PhD Research

Concentration in population medicine and epidemiology,
minors in applied statistics and genomics

HMM for infectious disease progression

Infectious disease management relies on accurate characterization of disease progression so that transmission can be prevented. Slowly progressing infectious diseases can be difficult to characterize because of a latency period between the time an individual is infected and when they show clinical signs of disease. The introduction of Mycobacterium avium ssp. paratuberculosis (MAP), the cause of Johne’s disease, onto a dairy farm could be undetected by farmers for years before any animal shows clinical signs of disease. In this time period infected animals may shed thousands of colony forming units. Parameterizing trajectories through disease states from infection to clinical disease can help farmers to develop control programs based on targeting individual disease state, potentially reducing both transmission and production losses due to disease. We suspect that there are two distinct progression pathways; one where animals progress to a high-shedding disease state, and another where animals maintain a low-level of shedding without clinical disease. We fit continuous-time hidden Markov models to multi-year longitudinal fecal sampling data from three US dairy farms, and estimated model parameters using a modified Baum-Welch expectation maximization algorithm. Using posterior decoding, we observed two distinct shedding patterns: cows that had observations associated with a high-shedding disease state, and cows that did not. This model framework can be employed prospectively to determine which cows are likely to progress to clinical disease and may be applied to characterize disease progression of other slowly progressing infectious diseases.

Landscape pangenomics of Mycobacterium bovis

The purpose of this project is to determine how the M. bovis pangenome has evolved over space and time. This involves determining patterns of evolution in the core genome (genes shared by all members of the species) and the accessory genome (genes not present in all members), and to determine if these partitions of the pangenome evolve clonally. M. bovis is thought to be a strictly clonal pathogen, with no known mechanisms for ongoing horizontal gene transfer. Therefore, my overarching hypothesis is that the accessory genome evolves through serial gene deletions, and that these deletions, along with purifying selection and serial bottlenecks created by transmission, causes strong population structure. This strong population structure will lead to genetic signatures that are specific to and diagnostic of geographic location.
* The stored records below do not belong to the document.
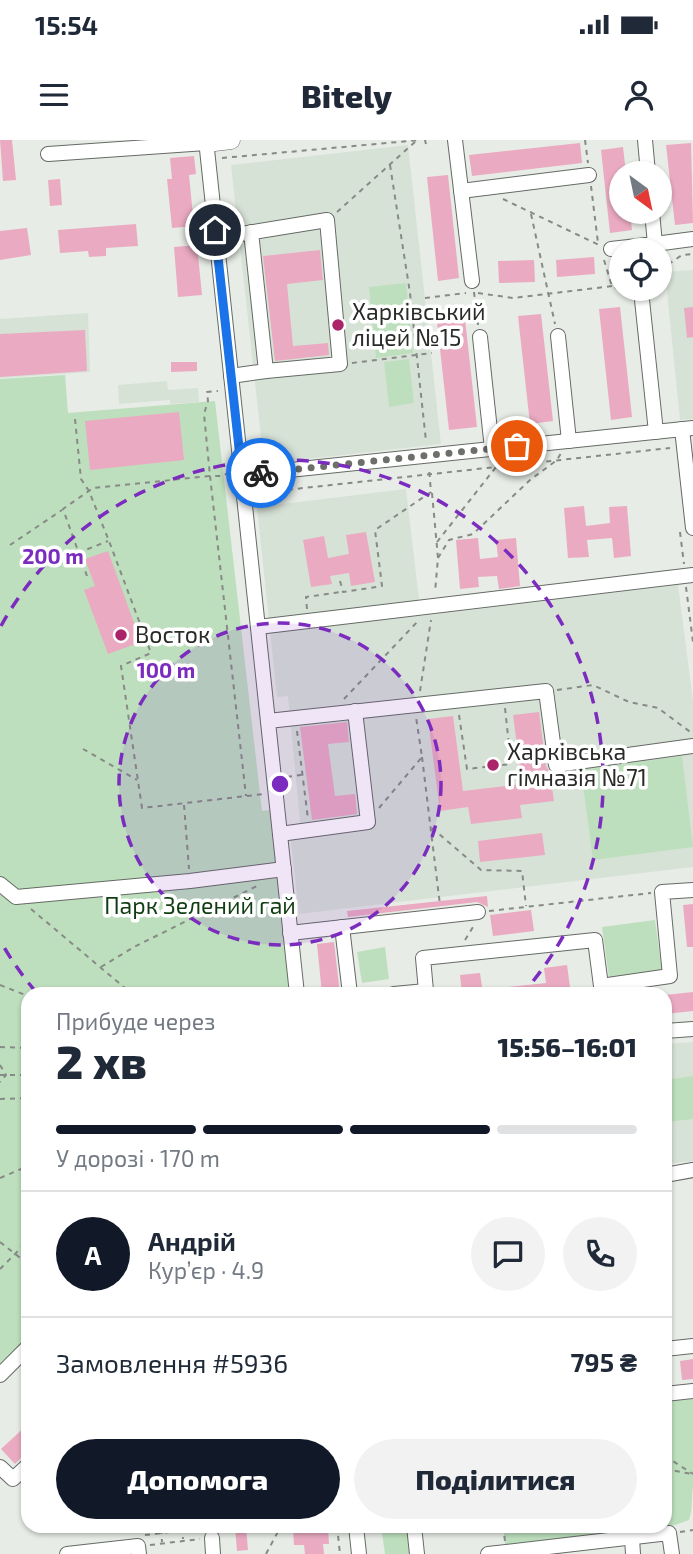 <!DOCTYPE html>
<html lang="uk">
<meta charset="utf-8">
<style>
:root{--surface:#fff;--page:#f2f2f3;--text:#1f2937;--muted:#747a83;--line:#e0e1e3;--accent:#111827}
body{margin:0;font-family:"Exo 2",sans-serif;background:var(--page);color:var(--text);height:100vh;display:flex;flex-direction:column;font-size:26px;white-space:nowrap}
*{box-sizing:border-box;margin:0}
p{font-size:23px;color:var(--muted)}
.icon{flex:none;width:38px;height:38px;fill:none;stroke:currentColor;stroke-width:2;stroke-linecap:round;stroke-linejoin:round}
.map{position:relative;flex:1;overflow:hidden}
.panel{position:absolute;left:21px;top:847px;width:651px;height:546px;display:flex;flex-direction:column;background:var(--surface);border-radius:21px;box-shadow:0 2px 5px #0004}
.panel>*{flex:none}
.needle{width:46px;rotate:147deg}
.fabs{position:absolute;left:609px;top:21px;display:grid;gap:14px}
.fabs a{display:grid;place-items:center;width:63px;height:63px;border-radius:50%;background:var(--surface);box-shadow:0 2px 5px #0004;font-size:35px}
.pin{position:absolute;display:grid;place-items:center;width:60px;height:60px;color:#fff;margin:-30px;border:4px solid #fff;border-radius:50%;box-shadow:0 2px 7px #0007}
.courier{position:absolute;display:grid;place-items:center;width:70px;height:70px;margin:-35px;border:5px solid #1a73e8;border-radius:50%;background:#fff;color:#222;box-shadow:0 2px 9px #0007}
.overview em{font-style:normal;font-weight:800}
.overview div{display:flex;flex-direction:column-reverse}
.overview{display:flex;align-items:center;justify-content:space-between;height:119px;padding:0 35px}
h1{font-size:46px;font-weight:800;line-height:52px}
.bar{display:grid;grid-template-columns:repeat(4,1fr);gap:10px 7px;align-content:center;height:84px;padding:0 35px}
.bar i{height:9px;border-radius:5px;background:var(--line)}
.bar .on{background:var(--accent)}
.bar p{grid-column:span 4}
.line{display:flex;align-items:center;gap:18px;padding:0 35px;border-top:2px solid var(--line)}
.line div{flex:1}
.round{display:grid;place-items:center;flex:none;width:74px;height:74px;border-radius:37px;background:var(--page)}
.primary-button{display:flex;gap:14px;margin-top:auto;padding:14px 35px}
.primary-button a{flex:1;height:80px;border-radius:42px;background:var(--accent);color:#fff;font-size:28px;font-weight:800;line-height:80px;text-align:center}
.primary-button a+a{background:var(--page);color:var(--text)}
.status{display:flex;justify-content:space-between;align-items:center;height:49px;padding:0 35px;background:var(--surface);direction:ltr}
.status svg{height:19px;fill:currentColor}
header{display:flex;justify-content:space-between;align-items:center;height:91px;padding:0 35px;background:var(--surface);font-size:32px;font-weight:800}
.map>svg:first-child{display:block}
.built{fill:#d7e2d7}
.green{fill:#bedfbd}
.building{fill:#eaabc2}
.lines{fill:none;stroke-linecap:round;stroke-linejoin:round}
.minor-casing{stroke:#656a65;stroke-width:16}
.major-casing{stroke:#656a65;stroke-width:19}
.path{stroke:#878a86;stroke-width:2;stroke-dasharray:5 5;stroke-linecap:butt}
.minor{stroke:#fff;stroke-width:14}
.major{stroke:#fff;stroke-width:18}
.done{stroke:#6c6f6a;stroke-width:7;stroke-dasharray:0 12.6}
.route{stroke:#1a73e8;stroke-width:9}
.ring{fill:none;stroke:#7b2cbf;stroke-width:3.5;stroke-dasharray:12 9}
.poi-dot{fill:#ab2368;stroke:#fff;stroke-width:2.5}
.labels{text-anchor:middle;stroke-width:7;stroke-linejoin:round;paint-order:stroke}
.poi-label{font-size:23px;fill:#292b28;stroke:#fff;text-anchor:start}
.park-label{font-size:23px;fill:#103e12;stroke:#fff}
.centre{fill:#7b2cbf;stroke:#fff;stroke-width:3.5}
.ring-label{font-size:21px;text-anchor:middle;font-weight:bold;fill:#7b2cbf;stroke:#fff;stroke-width:7;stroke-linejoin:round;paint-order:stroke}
</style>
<div class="status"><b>15:54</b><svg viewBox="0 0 49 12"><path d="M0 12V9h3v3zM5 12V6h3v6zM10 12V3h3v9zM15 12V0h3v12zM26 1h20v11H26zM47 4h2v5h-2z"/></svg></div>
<header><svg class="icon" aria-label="menu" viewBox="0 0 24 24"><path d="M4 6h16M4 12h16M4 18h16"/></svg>Bitely<svg class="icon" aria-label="person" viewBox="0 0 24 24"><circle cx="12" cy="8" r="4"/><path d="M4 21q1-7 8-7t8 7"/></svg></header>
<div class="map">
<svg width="693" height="1414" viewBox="0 0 693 1414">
<rect width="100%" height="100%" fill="#e7ece6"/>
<g class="built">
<path d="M408,5L441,304L264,324L231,25Z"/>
<path d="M693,130V279L680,280L665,132Z"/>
<path d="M88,173L90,232L0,238V179Z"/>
<path d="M167,241L168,250L198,248L199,262L170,264V260L119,264L118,245Z"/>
<path d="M406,349L421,476L678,445L693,561V727L299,774L290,693L301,692L288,556L277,557L257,367Z"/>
<path d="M693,902V1021L665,1024V904Z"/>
</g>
<g class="green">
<path d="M406,143L413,213L376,218L369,147Z"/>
<path d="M409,219L414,263L389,267L384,222Z"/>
<path d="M65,235L68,273L215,261L262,671L278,669L297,854H28V1199L0,1226V239Z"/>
<path d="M682,616L693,707L593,720L581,630Z"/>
<path d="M655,780L662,831L609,838L602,787Z"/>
<path d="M385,807L389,839L362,843L357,812Z"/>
<path d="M693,936V979L665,982V940Z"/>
<path d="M693,1252V1347C691,1359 693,1369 689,1380L664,1389L506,1412L503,1386H665V1255Z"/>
<path d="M381,1386H407L410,1414H385Z"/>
</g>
<g class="building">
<path d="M0,0H12L16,40L3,41Z"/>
<path d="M580,3L582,23L472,36L469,15Z"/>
<path d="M691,3L693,83L675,85L666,5Z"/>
<path d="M623,7L626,33H621V72H630L632,90L610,93L601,10Z"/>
<path d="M194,16L196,34L189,35L194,86L172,88L167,39H172L170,18Z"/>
<path d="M448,35L459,138L438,141L427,37Z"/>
<path d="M60,39L62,65L50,66L48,40Z"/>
<path d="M136,84L138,106L106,108V116L89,117L88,111L60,113L58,90Z"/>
<path d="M27,88L31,115L0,120V91Z"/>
<path d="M197,105L202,155L178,157L174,107Z"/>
<path d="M320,110L323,140L287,144L293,206L328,203L329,215L275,221L263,116Z"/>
<path d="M594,117L595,134L557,137L556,120Z"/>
<path d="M534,120L535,142L499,143L498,121Z"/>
<path d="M620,167L632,277L611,280L599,169Z"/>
<path d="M693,167V197L687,198L684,168Z"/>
<path d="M464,170L477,287L449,290L436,173Z"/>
<path d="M541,174L553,281L530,284L518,176Z"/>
<path d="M85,190L87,231L0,237V194Z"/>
<path d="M171,222H197V231L171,232Z"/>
<path d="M179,272L184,320L90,330L85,281Z"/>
<path d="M584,366L586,386L610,383L609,367L627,366L631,416L614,418L612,398L587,400L589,417L568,418L564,368Z"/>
<path d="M366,392L375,442L351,446L349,433L330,436L332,444L311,447L303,400L324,396L328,418L349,414L346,395Z"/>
<path d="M478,398L480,419L498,417L496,400L516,398L520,446L499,449L497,436L478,437L479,447L460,449L456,400Z"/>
<path d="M108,411L141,502L108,514L84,450L95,446L85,419Z"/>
<path d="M539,572L546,626L550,633L554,661L520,665L522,678L471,684L468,667L440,671L428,579L453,576L463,651L522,644L513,575Z"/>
<path d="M347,582L349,602L328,604L335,656L355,654L357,674L312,680L300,587Z"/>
<path d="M542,693L545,715L480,722L478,701Z"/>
<path d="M487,756L488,767L477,762L348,777L347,771Z"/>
<path d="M693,764V807H687L683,765Z"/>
<path d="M531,770L534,791L493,796L490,775Z"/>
<path d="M334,802L340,854H322L317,804Z"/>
<path d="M567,825L571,854H500L499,848L546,843L544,828Z"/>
<path d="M480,833L483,854H462L460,835Z"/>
<path d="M693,852V871L665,874V855Z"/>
<path d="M693,1219V1239L682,1240L680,1221Z"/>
<path d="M28,1284V1311L15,1324L1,1309Z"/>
<path d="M246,1386L248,1410L237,1411L235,1387Z"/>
<path d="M328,1386L329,1404H323L324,1414H305L304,1405H294L293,1388Z"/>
</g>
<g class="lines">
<g class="minor-casing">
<g id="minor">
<path d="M206,0L297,854"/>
<path d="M455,0L472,141"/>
<path d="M645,0L648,33"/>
<path d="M48,14L206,3"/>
<path d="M461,51L589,35"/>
<path d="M652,72L655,104L693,99"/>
<path d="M216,98L327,80L340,224L266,231L251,92"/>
<path d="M611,109L655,104"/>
<path d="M642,160L656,292"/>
<path d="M558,196L569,301"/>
<path d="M480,197L492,309"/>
<path d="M231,236L266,231"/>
<path d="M682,289L693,388"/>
<path d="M242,335L693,288"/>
<path d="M258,487L693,435"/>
<path d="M268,581L546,551L556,625L693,606"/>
<path d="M280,694L368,682L355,571"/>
<path d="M0,744L16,757L190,741L284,729"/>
<path d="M342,787L350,854"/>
<path d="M290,793L478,772"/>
<path d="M426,851L423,818L595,800L601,846"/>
<path d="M394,854L426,851L427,854"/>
<path d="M601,854V846L670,836L662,752L693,750"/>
<path d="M665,891L693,889"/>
<path d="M665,1035L693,1030"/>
<path d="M665,1209L693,1206"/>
<path d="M0,1235L28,1207"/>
<path d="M665,1254L693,1251"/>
<path d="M0,1327L13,1339L28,1325"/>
<path d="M356,1386L359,1414"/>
<path d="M414,1386L417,1414"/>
<path d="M212,1398L213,1414"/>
<path d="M632,1398L633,1414"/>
<path d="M67,1414L138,1406L139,1414"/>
<path d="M488,1414L669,1393L672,1414"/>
</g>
</g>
<g class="major-casing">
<path id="major" d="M206,3L231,0"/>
</g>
<g class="path">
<path d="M425,0L426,4"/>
<path d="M585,0L588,23"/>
<path d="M222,18L420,0"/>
<path d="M390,25L410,153L426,301"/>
<path d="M591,46L598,103"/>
<path d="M503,59L599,105"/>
<path d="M337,72L416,1"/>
<path d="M531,74L555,184"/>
<path d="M604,120L612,146L630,154"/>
<path d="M660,130L682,115L693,114"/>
<path d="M474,152L478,185"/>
<path d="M478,153L513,158L621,145"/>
<path d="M425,158L466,153"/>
<path d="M352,223L432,213"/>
<path d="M75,279L81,339L89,351L109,401L151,513L121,526L142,668L264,654"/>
<path d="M229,332L223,336H210L246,656"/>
<path d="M258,353L670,308"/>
<path d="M432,353L438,418L435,452"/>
<path d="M680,392L684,424"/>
<path d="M437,402L496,327L495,323"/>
<path d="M10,405L62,370"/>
<path d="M78,413L108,401"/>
<path d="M438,418L449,400L473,394L530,340L557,320L561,313"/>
<path d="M87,436L63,369L93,348L210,336L204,274L208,261L207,252L218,251"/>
<path d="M340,441L343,452L382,446L375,390L431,352L429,328"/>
<path d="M686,447L693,502"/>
<path d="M307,469L306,457L341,452"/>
<path d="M557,550L593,545L629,562L658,568L693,594"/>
<path d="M420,551L431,480"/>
<path d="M344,559L419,480"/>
<path d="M459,575L467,629L511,624L505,568"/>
<path d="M297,591L308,679"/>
<path d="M83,609L137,640"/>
<path d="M422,617L440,765"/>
<path d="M287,637L306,634"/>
<path d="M184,665L189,729"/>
<path d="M379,668L422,617L416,577"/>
<path d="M432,688L481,730L522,731L526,766"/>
<path d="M31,769L132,854"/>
<path d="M489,771L651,753"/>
<path d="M465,800L473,787"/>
<path d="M101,827L134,807L259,745"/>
<path d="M0,845L28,856"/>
<path d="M0,907L28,908"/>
<path d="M24,908L28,915"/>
<path d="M0,925L6,935L0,942"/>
<path d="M0,935H28"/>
<path d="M23,958L28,950"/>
<path d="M0,959L28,958"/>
<path d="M0,1038L28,1026"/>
<path d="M0,1102L28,1124"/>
<path d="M0,1129L28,1101"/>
<path d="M665,1316L693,1334"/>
<path d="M665,1329L692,1334"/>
<path d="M109,1386L126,1394"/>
<path d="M337,1386L340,1414"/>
<path d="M503,1386L505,1401"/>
<path d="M182,1387L183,1399"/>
<path d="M161,1389L162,1402"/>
<path d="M680,1392L693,1390"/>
<path d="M145,1395L203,1388"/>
<path d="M150,1405L200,1399"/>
<path d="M266,1414L281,1386"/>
</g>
<use href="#minor" class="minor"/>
<use href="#major" class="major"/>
</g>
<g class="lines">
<path class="done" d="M261,333L517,306"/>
<path class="route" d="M215,90L242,335L261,333"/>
</g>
<circle cx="280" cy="644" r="161" fill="#7b2cbf" fill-opacity=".12"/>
<g class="ring">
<circle cx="280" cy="644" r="161"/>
<path d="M36 852A321 321 0 0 1 1 802M1 486A321 321 0 1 1 524 852"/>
</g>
<g class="poi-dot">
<circle cx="338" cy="185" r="7"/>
<circle cx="121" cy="495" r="7"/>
<circle cx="493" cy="625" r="7"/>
</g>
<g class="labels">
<g class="poi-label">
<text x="352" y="180">Харківський<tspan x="352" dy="26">ліцей №15</tspan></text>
<text x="135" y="503">Восток</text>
<text x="507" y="620">Харківська<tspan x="507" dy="26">гімназія №71</tspan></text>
</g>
<g class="park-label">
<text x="200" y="774">Парк Зелений гай</text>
</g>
</g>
<circle cx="280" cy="644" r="10" class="centre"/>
<g class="ring-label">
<text x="53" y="424">200 m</text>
<text x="166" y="538">100 m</text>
</g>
</svg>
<div class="fabs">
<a><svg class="needle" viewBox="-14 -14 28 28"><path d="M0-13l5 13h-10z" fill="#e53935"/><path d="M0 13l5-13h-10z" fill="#747a83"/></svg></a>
<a><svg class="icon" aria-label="locate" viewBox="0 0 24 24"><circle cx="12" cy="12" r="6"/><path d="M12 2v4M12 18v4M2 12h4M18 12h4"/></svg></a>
</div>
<div class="pin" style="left:517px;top:306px;background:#ea580c"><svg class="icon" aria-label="bag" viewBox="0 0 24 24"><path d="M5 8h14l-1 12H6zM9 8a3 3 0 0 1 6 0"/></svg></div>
<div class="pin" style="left:215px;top:90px;background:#1f2937"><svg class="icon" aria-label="home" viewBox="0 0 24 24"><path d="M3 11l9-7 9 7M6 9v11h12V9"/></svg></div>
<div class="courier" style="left:261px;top:333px"><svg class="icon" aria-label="bike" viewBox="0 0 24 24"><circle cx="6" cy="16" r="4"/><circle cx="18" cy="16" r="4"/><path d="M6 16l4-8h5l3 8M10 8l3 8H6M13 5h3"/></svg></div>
<section class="panel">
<div class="overview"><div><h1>2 хв</h1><p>Прибуде через</p></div><em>15:56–16:01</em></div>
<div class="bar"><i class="on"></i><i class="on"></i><i class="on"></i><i></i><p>У дорозі · 170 m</p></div>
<div class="line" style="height:126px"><b class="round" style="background:var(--accent);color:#fff">А</b><div><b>Андрій</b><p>Кур’єр · 4.9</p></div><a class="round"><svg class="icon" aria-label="chat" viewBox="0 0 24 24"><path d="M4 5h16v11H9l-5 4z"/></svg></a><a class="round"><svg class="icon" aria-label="phone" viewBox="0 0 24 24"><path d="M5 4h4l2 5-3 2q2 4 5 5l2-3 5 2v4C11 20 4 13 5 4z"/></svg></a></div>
<div class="line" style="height:91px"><div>Замовлення #5936</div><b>795 ₴</b></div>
<div class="primary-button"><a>Допомога</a><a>Поділитися</a></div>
</section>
</div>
Deep learning for outbreak sequence analysis

Whole genome sequencing analysis of M. bovis outbreak samples is used extensively by the USDA to trace outbreaks to their source; however, there is no existing method to reliably estimate how long a herd has been infected for at the time of detection. We believe that the answer to this question lies in M. bovis outbreak sequence data, but the right method for detecting this signal doesn’t yet exist. We're using deep learning to develop predicitive models from outbreak sequence data. More to come soon!